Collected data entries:
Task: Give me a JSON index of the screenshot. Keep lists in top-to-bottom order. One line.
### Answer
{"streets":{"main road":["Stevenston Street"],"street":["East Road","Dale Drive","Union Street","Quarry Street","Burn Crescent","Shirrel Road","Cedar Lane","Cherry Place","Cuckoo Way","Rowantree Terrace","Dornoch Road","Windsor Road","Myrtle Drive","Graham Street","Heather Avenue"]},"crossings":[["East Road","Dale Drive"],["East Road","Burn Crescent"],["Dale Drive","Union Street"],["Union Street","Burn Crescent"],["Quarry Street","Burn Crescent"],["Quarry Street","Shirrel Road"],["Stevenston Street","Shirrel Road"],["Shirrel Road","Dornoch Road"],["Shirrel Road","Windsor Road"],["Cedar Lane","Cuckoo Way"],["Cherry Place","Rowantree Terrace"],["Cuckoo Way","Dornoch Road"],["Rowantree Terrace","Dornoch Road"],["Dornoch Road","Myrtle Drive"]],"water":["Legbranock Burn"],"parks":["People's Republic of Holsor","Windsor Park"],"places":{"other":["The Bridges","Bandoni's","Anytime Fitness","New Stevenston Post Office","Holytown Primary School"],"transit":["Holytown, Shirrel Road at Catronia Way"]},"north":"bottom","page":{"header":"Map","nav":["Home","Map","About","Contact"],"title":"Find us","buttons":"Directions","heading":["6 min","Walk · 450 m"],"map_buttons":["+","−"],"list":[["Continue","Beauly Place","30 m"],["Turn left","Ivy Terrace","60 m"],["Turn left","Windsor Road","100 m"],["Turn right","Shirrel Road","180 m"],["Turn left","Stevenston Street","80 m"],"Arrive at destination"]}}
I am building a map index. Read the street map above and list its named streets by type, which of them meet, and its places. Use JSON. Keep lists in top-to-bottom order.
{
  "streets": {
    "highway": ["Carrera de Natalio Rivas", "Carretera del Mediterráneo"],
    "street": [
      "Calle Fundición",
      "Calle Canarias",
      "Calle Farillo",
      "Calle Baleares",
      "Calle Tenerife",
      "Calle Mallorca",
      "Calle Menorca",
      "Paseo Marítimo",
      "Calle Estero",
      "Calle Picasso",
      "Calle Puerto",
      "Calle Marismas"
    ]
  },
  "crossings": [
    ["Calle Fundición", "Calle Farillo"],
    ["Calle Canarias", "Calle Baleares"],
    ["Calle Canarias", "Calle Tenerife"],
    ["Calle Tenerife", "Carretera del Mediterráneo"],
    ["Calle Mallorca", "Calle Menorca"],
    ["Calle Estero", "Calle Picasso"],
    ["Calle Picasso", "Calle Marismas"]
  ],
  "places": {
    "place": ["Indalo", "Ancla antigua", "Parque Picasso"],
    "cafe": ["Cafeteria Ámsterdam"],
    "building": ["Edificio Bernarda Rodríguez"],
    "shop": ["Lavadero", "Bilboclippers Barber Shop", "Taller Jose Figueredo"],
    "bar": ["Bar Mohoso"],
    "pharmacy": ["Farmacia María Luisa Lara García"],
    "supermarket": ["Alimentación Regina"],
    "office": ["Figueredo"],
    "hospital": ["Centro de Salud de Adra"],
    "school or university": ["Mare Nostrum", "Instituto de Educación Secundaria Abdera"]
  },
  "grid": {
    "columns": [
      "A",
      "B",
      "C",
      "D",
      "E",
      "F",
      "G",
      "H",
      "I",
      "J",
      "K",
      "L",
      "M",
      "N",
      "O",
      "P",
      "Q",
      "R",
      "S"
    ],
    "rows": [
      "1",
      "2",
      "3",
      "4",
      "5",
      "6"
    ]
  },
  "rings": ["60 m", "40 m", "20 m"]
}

## Task
All records should be returned verbatim, none left out.

## Response
Task: Give me a JSON index of the screenshot. Keep lists in top-to-bottom order. One line.
### Answer
{"streets":{"main road":["Stevenston Street"],"street":["East Road","Dale Drive","Union Street","Quarry Street","Burn Crescent","Shirrel Road","Cedar Lane","Cherry Place","Cuckoo Way","Rowantree Terrace","Dornoch Road","Windsor Road","Myrtle Drive","Graham Street","Heather Avenue"]},"crossings":[["East Road","Dale Drive"],["East Road","Burn Crescent"],["Dale Drive","Union Street"],["Union Street","Burn Crescent"],["Quarry Street","Burn Crescent"],["Quarry Street","Shirrel Road"],["Stevenston Street","Shirrel Road"],["Shirrel Road","Dornoch Road"],["Shirrel Road","Windsor Road"],["Cedar Lane","Cuckoo Way"],["Cherry Place","Rowantree Terrace"],["Cuckoo Way","Dornoch Road"],["Rowantree Terrace","Dornoch Road"],["Dornoch Road","Myrtle Drive"]],"water":["Legbranock Burn"],"parks":["People's Republic of Holsor","Windsor Park"],"places":{"other":["The Bridges","Bandoni's","Anytime Fitness","New Stevenston Post Office","Holytown Primary School"],"transit":["Holytown, Shirrel Road at Catronia Way"]},"north":"bottom","page":{"header":"Map","nav":["Home","Map","About","Contact"],"title":"Find us","buttons":"Directions","heading":["6 min","Walk · 450 m"],"map_buttons":["+","−"],"list":[["Continue","Beauly Place","30 m"],["Turn left","Ivy Terrace","60 m"],["Turn left","Windsor Road","100 m"],["Turn right","Shirrel Road","180 m"],["Turn left","Stevenston Street","80 m"],"Arrive at destination"]}}
I am building a map index. Read the street map above and list its named streets by type, which of them meet, and its places. Use JSON. Keep lists in top-to-bottom order.
{
  "streets": {
    "highway": ["Carrera de Natalio Rivas", "Carretera del Mediterráneo"],
    "street": [
      "Calle Fundición",
      "Calle Canarias",
      "Calle Farillo",
      "Calle Baleares",
      "Calle Tenerife",
      "Calle Mallorca",
      "Calle Menorca",
      "Paseo Marítimo",
      "Calle Estero",
      "Calle Picasso",
      "Calle Puerto",
      "Calle Marismas"
    ]
  },
  "crossings": [
    ["Calle Fundición", "Calle Farillo"],
    ["Calle Canarias", "Calle Baleares"],
    ["Calle Canarias", "Calle Tenerife"],
    ["Calle Tenerife", "Carretera del Mediterráneo"],
    ["Calle Mallorca", "Calle Menorca"],
    ["Calle Estero", "Calle Picasso"],
    ["Calle Picasso", "Calle Marismas"]
  ],
  "places": {
    "place": ["Indalo", "Ancla antigua", "Parque Picasso"],
    "cafe": ["Cafeteria Ámsterdam"],
    "building": ["Edificio Bernarda Rodríguez"],
    "shop": ["Lavadero", "Bilboclippers Barber Shop", "Taller Jose Figueredo"],
    "bar": ["Bar Mohoso"],
    "pharmacy": ["Farmacia María Luisa Lara García"],
    "supermarket": ["Alimentación Regina"],
    "office": ["Figueredo"],
    "hospital": ["Centro de Salud de Adra"],
    "school or university": ["Mare Nostrum", "Instituto de Educación Secundaria Abdera"]
  },
  "grid": {
    "columns": [
      "A",
      "B",
      "C",
      "D",
      "E",
      "F",
      "G",
      "H",
      "I",
      "J",
      "K",
      "L",
      "M",
      "N",
      "O",
      "P",
      "Q",
      "R",
      "S"
    ],
    "rows": [
      "1",
      "2",
      "3",
      "4",
      "5",
      "6"
    ]
  },
  "rings": ["60 m", "40 m", "20 m"]
}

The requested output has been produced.